Records for this exercise |

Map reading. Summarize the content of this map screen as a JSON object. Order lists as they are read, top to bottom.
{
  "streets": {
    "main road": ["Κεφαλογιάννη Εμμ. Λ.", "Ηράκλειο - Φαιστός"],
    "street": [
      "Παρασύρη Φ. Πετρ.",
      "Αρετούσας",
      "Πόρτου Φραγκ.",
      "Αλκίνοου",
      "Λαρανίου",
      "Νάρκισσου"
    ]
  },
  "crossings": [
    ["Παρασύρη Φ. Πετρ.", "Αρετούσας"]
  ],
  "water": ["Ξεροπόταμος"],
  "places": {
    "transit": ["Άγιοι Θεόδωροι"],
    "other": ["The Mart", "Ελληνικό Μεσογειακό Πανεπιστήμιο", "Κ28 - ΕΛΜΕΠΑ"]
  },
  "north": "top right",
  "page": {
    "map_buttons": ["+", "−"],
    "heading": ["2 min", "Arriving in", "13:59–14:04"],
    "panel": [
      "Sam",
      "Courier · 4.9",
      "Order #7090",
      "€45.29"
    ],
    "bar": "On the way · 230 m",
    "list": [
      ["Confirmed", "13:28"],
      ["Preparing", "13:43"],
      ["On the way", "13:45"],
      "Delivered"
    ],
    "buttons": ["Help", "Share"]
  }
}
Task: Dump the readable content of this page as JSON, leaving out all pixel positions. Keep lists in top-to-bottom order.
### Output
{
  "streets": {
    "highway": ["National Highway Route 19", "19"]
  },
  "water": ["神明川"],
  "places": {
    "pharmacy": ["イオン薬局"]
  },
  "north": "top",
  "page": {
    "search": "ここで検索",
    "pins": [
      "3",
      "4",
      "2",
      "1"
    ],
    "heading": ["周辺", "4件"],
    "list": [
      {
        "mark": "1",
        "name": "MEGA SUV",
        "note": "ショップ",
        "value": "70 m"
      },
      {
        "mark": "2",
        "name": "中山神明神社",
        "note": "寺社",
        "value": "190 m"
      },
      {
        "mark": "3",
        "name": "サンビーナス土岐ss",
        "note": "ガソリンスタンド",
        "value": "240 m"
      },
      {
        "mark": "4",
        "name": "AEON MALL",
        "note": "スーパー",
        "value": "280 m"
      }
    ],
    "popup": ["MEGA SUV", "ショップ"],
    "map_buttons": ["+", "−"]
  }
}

Action item | Write every entry out again exactly.

Task output |
Map reading. Summarize the content of this map screen as a JSON object. Order lists as they are read, top to bottom.
{
  "streets": {
    "main road": ["Κεφαλογιάννη Εμμ. Λ.", "Ηράκλειο - Φαιστός"],
    "street": [
      "Παρασύρη Φ. Πετρ.",
      "Αρετούσας",
      "Πόρτου Φραγκ.",
      "Αλκίνοου",
      "Λαρανίου",
      "Νάρκισσου"
    ]
  },
  "crossings": [
    ["Παρασύρη Φ. Πετρ.", "Αρετούσας"]
  ],
  "water": ["Ξεροπόταμος"],
  "places": {
    "transit": ["Άγιοι Θεόδωροι"],
    "other": ["The Mart", "Ελληνικό Μεσογειακό Πανεπιστήμιο", "Κ28 - ΕΛΜΕΠΑ"]
  },
  "north": "top right",
  "page": {
    "map_buttons": ["+", "−"],
    "heading": ["2 min", "Arriving in", "13:59–14:04"],
    "panel": [
      "Sam",
      "Courier · 4.9",
      "Order #7090",
      "€45.29"
    ],
    "bar": "On the way · 230 m",
    "list": [
      ["Confirmed", "13:28"],
      ["Preparing", "13:43"],
      ["On the way", "13:45"],
      "Delivered"
    ],
    "buttons": ["Help", "Share"]
  }
}
Task: Dump the readable content of this page as JSON, leaving out all pixel positions. Keep lists in top-to-bottom order.
### Output
{
  "streets": {
    "highway": ["National Highway Route 19", "19"]
  },
  "water": ["神明川"],
  "places": {
    "pharmacy": ["イオン薬局"]
  },
  "north": "top",
  "page": {
    "search": "ここで検索",
    "pins": [
      "3",
      "4",
      "2",
      "1"
    ],
    "heading": ["周辺", "4件"],
    "list": [
      {
        "mark": "1",
        "name": "MEGA SUV",
        "note": "ショップ",
        "value": "70 m"
      },
      {
        "mark": "2",
        "name": "中山神明神社",
        "note": "寺社",
        "value": "190 m"
      },
      {
        "mark": "3",
        "name": "サンビーナス土岐ss",
        "note": "ガソリンスタンド",
        "value": "240 m"
      },
      {
        "mark": "4",
        "name": "AEON MALL",
        "note": "スーパー",
        "value": "280 m"
      }
    ],
    "popup": ["MEGA SUV", "ショップ"],
    "map_buttons": ["+", "−"]
  }
}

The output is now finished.